*** Opening Records shown ***

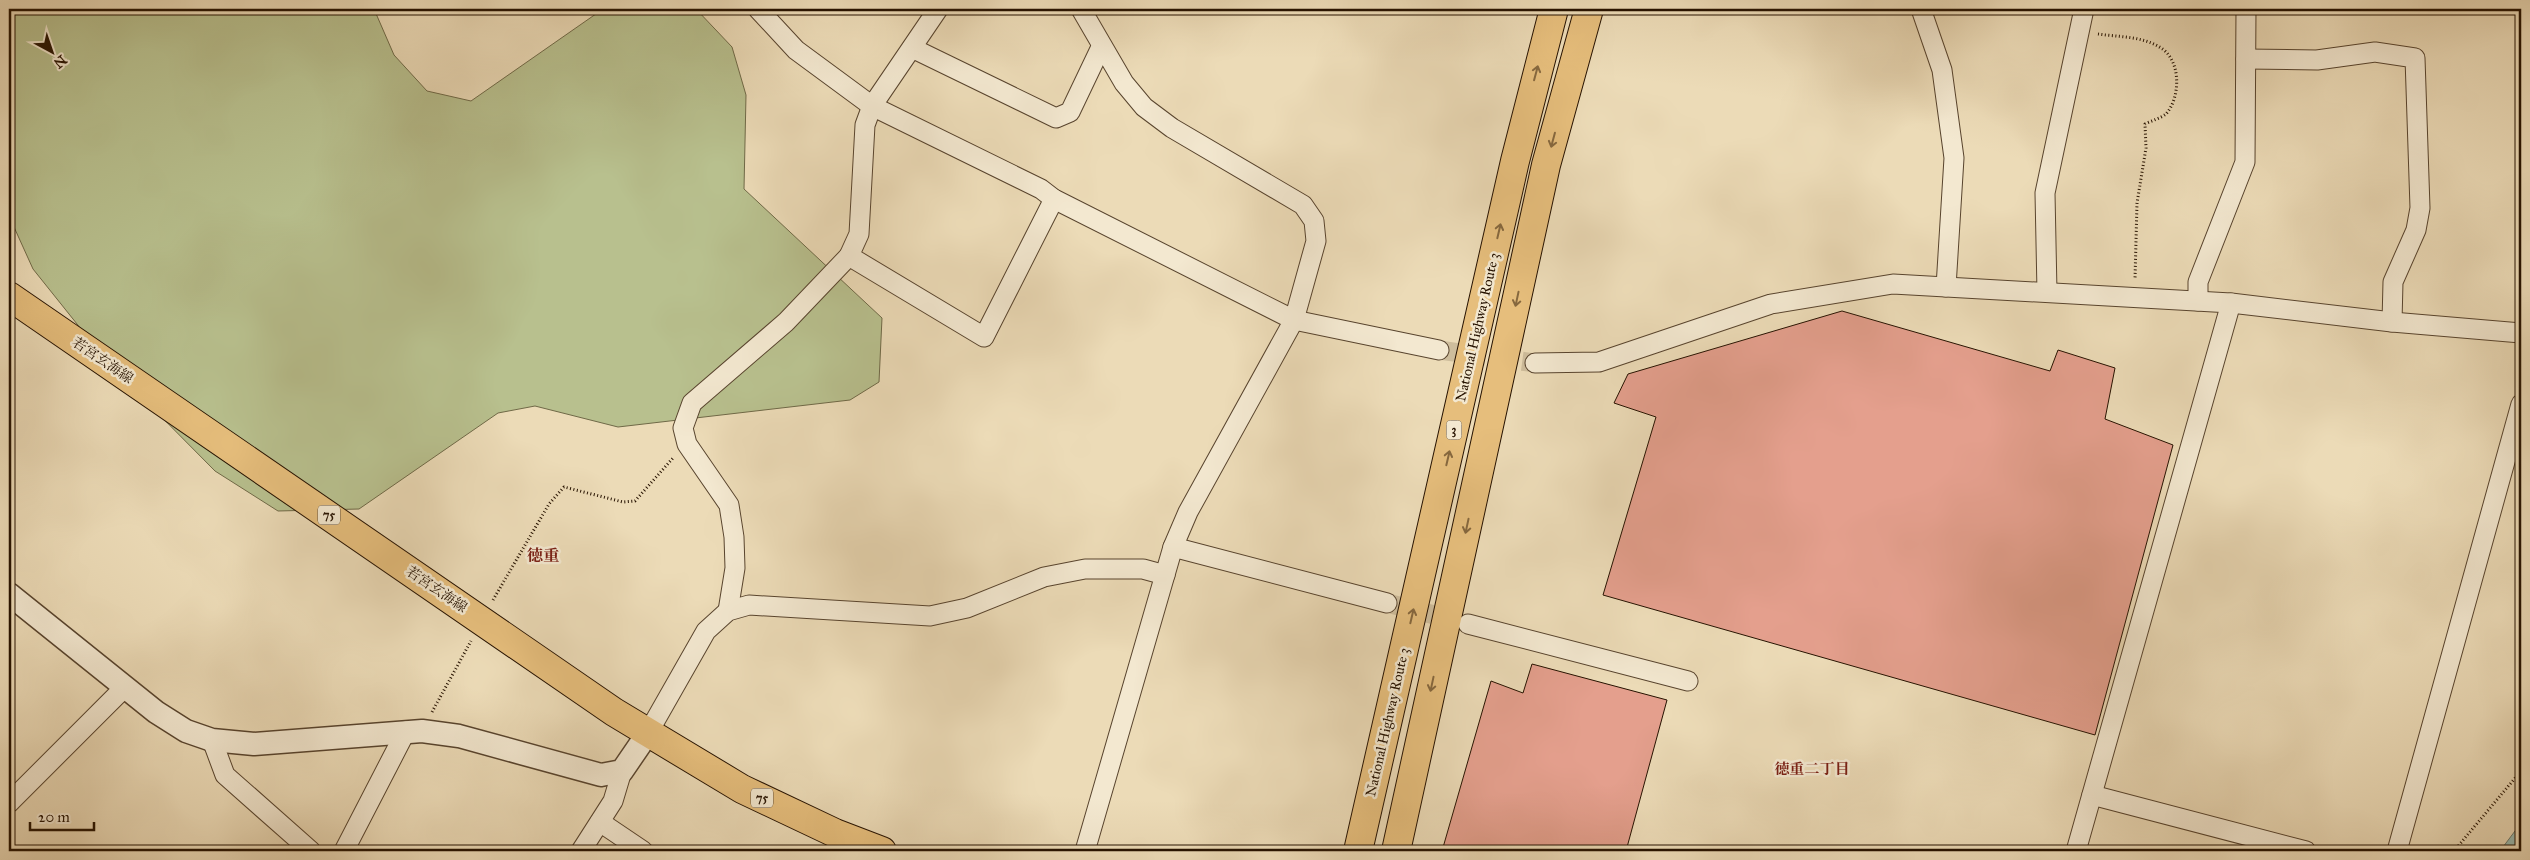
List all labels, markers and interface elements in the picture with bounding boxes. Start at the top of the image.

*** Closing Records shown ***
*** Opening Records shown ***

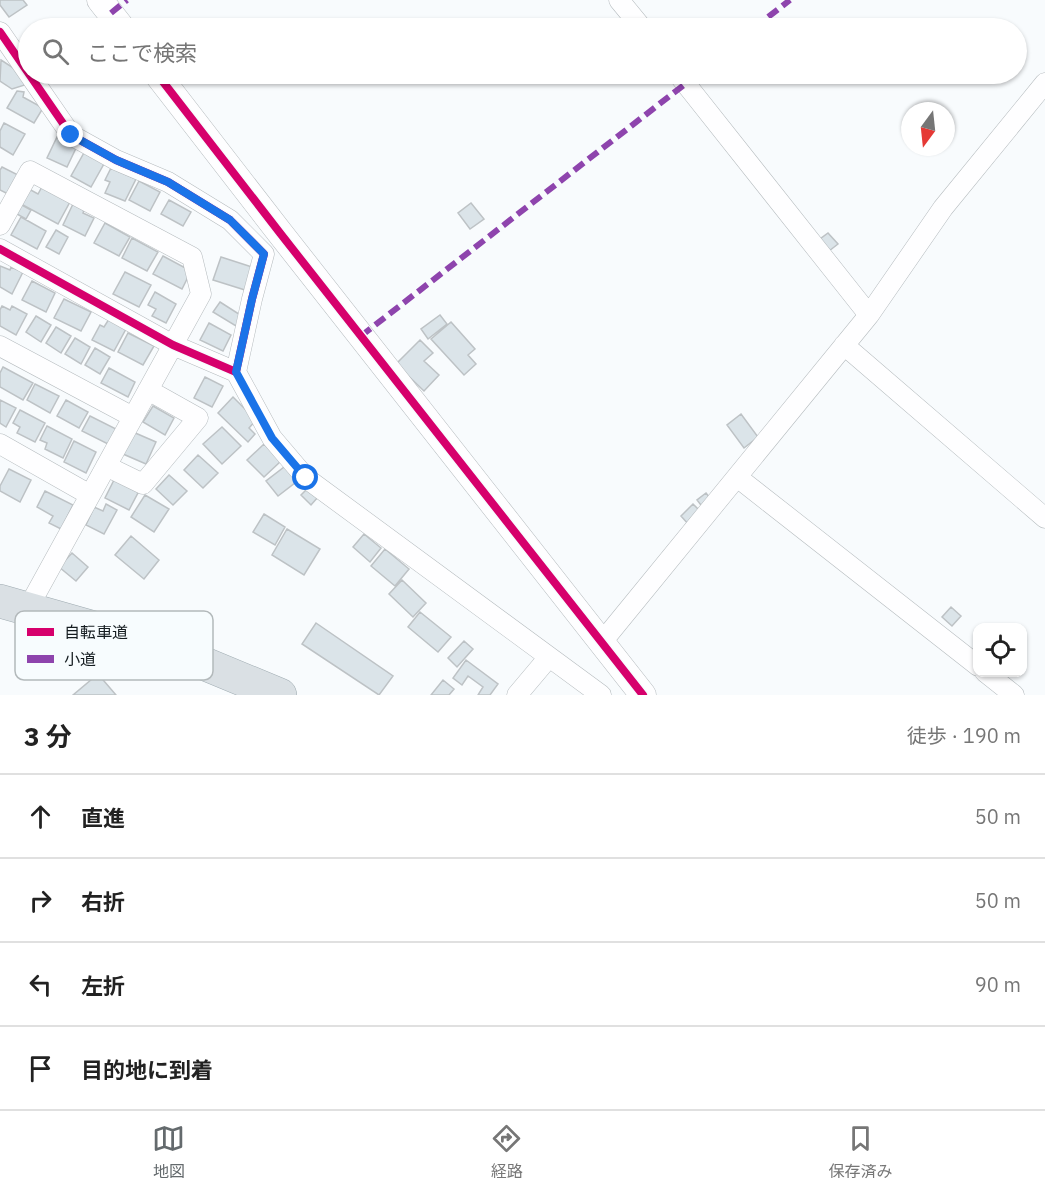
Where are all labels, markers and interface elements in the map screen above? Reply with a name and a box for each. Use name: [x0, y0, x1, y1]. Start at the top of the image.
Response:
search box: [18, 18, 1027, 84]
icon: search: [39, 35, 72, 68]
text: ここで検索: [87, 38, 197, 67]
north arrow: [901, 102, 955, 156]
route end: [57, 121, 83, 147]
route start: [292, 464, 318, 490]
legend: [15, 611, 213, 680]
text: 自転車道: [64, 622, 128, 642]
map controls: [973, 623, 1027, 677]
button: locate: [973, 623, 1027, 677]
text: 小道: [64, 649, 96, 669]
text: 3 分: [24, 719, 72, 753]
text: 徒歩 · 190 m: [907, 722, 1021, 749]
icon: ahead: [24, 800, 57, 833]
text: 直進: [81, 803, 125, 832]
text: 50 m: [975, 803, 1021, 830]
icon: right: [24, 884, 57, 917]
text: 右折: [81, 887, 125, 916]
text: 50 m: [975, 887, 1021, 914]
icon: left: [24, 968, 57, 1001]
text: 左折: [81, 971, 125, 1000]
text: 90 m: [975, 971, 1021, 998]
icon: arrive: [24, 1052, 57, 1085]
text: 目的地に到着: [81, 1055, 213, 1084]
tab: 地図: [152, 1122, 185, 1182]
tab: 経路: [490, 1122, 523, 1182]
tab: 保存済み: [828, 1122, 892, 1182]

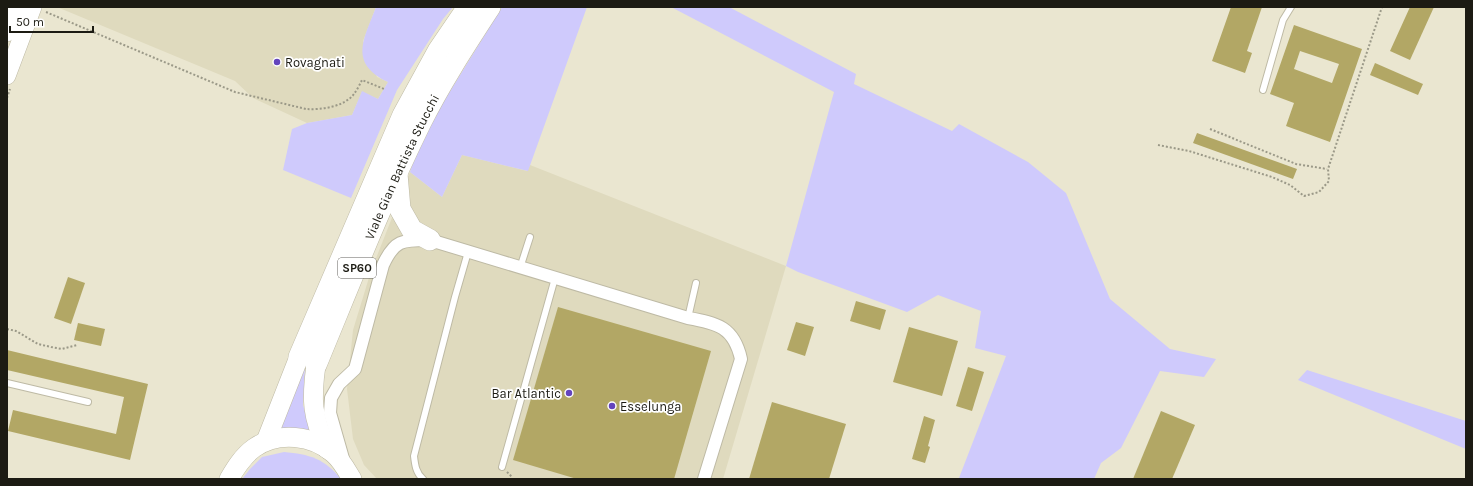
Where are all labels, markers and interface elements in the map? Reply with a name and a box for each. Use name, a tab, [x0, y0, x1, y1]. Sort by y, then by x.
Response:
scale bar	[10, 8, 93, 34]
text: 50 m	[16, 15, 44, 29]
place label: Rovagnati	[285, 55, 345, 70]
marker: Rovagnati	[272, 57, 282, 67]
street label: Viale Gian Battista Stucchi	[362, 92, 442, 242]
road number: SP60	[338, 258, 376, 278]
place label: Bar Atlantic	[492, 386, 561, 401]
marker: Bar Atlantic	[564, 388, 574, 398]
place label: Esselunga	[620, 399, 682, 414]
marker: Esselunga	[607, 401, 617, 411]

*** Closing Records shown ***

◆ About this task:
Return each line of the preceding material in which "labels" can be found.

◆ Answer section:
List all labels, markers and interface elements in the picture with bounding boxes. Start at the top of the image.
Where are all labels, markers and interface elements in the map screen above? Reply with a name and a box for each. Use name: [x0, y0, x1, y1]. Start at the top of the image.
Where are all labels, markers and interface elements in the map? Reply with a name and a box for each. Use name, a tab, [x0, y0, x1, y1]. Sort by y, then by x.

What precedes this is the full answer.